India and the Doha Round

It was interesting to see very different perspectives on the cause of the Doha Round’s recent collapse. The Economist magazine is a defender of free trade, but came up with a very balanced analysis. Last week, it reported, in neutral language:

“Broadly speaking, Europe and India are under attack for wanting to spare too many farm products from deeper tariff cuts; some developing countries are being asked to reduce industrial tariffs further and faster; and America is under pressure to do more to cap trade-distorting subsidies to its farmers.

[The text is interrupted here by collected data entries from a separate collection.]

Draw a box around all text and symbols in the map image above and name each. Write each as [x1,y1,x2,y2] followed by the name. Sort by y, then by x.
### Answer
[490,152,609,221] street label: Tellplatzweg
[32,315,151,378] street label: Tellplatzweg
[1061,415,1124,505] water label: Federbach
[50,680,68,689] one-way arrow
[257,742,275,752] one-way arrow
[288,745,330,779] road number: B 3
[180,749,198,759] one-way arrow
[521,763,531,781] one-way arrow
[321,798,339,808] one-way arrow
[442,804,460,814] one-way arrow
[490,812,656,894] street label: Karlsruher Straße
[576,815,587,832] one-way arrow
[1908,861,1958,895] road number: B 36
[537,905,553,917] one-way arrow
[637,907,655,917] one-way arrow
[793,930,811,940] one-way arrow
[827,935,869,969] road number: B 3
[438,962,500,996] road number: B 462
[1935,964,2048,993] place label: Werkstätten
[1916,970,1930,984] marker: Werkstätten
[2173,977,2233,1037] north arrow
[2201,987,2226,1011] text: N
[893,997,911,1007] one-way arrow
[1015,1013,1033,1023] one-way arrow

This last issue, in particular, could be a deal-breaker. India’s commerce minister, Kamal Nath, wants America to cap its farm spending at last year’s total minus one dollar. The draft agreement suggests limits much higher than this ($13 billion-16.4 billion). That would do little to constrain America’s potential spending, except perhaps on cotton and sugar.”

After the talks failed, it again provided an even-handed account:

“At the outset, the likeliest stumbling block seemed to be America’s unwillingness to reduce the ceiling on its agricultural subsidies to somewhere close to the amount it actually spends. (In the parallel universe of the WTO, members negotiate over maximum tariffs and subsidies, not the actual rates and sums.) In the end, it was a dispute over protection for developing countries’ farmers that proved the deal-breaker. The draft text envisaged a “special safeguard mechanism”—a right for developing countries to raise tariffs to protect their farmers against a surge of imports. America wanted the import volume that triggered the mechanism set relatively high; India and China wanted it low. Deadlock ensued; and that was that. Another contentious issue—cotton—was not formally dealt with, although Mr Lamy said that there had been “convergence” in the 18 other areas under discussion.”

In another supposedly august institution of British journalism, The Times, the tone of one of its columnists was very different:

“The bricks are crumbling in the house of global trade and the Brics, those fashionable emerging markets of Brazil, Russia, India, China, are crumbling, too, wracked by inflation, slackening growth and the flight of hot money.

In Geneva, Kamal Nath, the Indian Trade Minister, was gritting his teeth, doing his best to justify a wrecking operation that has earned him brickbats from all round. He has brought to an end a seven-year struggle for a global trade agreement that would open borders and reduce subsidies and he knows it.”

This report is full of apocalyptic language and attacks on India and China. It reminded me a bit of similar writing by Martin Wolf on the global financial system. What is it with these guys? It seems like they still haven’t got over the loss of the British empire.

One Response to "India and the Doha Round"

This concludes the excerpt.